- Centuries:: 14th; 15th; 16th; 17th; 18th;
- Decades:: 1580s; 1590s; 1600s; 1610s; 1620s;
- See also:: Other events of 1600 List of years in Ireland

= 1600 in Ireland =

Events from the year 1600 in Ireland.
==Incumbent==
- Monarch: Elizabeth I
==Events==
- January – Nine Years' War against England is renewed by Hugh O'Neill, 2nd Earl of Tyrone, with an invasion of Munster.
- 27 January – Colonel Richard Wingfield is made Marshal of Ireland by Queen Elizabeth.
- 18 February – Nine Years' War: Rebel cavalry in Munster led by Hugh Maguire (Lord of Fermanagh) are intercepted and their leaders killed.
- 15 May – Nine Years' War: Chief Niall Garbh Ó Domhnaill betrays the Irish alliance and allows Henry Docwra to land at Lough Foyle with an expeditionary force of 4,000 men.

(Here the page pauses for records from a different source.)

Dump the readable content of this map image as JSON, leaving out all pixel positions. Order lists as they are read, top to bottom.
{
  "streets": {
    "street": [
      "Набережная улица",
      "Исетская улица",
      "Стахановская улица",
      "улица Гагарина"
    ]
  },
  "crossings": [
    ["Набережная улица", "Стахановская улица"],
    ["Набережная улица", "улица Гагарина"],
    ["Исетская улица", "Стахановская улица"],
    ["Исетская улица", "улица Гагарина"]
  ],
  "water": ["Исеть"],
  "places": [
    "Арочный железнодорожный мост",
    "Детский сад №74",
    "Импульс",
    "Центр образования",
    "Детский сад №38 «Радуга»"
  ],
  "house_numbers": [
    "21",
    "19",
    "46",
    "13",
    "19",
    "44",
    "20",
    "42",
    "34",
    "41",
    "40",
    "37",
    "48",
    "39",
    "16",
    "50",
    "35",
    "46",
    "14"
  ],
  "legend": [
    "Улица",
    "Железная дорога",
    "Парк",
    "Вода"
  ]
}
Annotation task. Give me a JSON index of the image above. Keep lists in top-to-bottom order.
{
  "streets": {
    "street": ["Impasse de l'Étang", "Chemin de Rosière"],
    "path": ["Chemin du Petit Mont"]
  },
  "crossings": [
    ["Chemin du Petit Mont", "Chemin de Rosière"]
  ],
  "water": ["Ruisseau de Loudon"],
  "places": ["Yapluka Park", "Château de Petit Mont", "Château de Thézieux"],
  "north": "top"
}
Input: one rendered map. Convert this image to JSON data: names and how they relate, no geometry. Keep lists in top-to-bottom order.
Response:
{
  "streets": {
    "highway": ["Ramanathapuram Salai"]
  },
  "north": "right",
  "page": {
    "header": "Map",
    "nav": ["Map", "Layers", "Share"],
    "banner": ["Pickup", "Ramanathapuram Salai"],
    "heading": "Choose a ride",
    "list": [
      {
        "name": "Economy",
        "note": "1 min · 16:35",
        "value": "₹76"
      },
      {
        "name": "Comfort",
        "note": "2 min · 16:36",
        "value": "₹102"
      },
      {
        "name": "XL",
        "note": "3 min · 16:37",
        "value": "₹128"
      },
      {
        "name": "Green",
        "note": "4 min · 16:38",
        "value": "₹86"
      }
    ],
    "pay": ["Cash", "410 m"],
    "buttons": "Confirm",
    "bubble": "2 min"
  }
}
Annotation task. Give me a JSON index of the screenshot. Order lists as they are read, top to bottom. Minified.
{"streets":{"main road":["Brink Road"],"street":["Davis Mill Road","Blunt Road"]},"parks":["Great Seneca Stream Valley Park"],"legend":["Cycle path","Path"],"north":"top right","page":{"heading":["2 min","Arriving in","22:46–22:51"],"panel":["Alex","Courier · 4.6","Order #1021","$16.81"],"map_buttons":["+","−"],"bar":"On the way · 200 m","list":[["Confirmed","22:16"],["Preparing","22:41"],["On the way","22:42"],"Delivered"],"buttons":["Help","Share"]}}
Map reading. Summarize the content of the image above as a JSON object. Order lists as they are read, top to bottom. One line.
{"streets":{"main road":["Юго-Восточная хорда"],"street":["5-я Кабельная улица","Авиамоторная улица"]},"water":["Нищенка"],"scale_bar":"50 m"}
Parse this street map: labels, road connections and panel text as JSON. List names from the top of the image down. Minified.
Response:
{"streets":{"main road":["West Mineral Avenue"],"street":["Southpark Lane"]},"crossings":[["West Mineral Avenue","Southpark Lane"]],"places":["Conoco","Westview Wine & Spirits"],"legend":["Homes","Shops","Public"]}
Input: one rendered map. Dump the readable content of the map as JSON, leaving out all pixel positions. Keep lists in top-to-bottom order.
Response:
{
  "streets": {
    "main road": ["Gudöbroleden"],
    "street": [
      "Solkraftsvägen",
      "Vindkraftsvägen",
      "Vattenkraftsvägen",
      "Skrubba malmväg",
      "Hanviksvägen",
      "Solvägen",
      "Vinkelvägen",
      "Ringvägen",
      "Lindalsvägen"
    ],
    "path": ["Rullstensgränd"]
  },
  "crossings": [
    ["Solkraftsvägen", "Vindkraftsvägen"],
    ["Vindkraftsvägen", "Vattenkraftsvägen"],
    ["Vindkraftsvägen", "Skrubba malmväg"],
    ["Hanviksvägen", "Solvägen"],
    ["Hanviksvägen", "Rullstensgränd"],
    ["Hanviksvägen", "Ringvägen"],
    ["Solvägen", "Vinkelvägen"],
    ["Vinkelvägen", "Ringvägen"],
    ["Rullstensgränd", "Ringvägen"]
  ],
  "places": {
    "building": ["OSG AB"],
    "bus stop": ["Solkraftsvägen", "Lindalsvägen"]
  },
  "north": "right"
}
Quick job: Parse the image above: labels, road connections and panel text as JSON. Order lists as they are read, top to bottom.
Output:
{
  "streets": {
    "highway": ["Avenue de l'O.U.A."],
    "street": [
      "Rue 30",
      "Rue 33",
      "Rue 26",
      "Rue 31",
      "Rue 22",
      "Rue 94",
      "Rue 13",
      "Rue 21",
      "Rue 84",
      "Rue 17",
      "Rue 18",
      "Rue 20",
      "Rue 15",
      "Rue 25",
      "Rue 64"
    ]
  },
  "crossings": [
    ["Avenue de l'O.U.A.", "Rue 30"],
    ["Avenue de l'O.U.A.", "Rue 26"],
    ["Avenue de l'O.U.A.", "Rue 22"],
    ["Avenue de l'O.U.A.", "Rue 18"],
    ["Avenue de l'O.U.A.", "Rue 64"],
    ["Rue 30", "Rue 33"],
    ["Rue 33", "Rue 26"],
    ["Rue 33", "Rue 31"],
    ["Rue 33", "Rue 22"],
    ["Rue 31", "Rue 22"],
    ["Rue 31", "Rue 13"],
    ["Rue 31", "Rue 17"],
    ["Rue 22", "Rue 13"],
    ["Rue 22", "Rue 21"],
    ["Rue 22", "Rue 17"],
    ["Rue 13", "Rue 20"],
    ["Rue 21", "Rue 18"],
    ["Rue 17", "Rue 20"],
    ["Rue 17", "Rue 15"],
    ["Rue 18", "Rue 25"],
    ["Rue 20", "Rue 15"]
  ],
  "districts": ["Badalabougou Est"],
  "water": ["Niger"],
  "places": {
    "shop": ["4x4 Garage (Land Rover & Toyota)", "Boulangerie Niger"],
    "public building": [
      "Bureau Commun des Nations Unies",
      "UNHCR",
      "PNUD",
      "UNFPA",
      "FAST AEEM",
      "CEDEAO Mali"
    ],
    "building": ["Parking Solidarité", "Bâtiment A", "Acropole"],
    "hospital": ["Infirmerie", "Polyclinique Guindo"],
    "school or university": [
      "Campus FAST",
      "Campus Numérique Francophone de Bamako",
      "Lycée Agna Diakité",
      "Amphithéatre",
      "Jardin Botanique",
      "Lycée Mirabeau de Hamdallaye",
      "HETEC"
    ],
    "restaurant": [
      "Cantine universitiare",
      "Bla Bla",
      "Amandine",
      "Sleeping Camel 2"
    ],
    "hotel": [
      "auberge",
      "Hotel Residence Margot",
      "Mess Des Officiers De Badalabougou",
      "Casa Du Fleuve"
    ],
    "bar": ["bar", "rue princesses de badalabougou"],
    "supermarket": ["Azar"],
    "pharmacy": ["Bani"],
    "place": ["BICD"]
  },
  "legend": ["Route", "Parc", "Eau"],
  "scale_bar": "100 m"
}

In a devastating blow to the rebels, Docwra sets up a series of fortifications along the River Foyle, cutting access between Tír Eoghain and Tyrconnell.
- 20 September - 9 October: the Battle of Moyry Pass is fought. Lord Mountjoy's English forces eventually break through Hugh O'Neill's defences in County Armagh and establish a short-lived garrison at Mountnorris but later retreat.

==Births==
- Aedh O'Rourke, son of Tadhg O'Rourke of West Breifne and Mary O'Donnell of Tyrconnell.
- Heber MacMahon, Roman Catholic Bishop of Clogher (d. 1650)
- Terence Albert O'Brien, Roman Catholic Bishop of Emly, (d. 1651)
- John Temple, judge and politician (d. 1677)
- Approximate date
  - James Dillon, Confederate officer (d. after 1669)
  - Piaras Feiritéar, poet and harpist (d. 1653)
  - Rory O'Moore, landowner, noble and rebel leader (d. 1655)

==Deaths==
- 18 February – Hugh Maguire, Lord of Fermanagh and prominent rebel leader, is killed in Munster.
- Baothghalach Mór Mac Aodhagáin, poet (b. 1550)

==Sources==
- Murtagh, Harman (2004). "Dillon, Sir James"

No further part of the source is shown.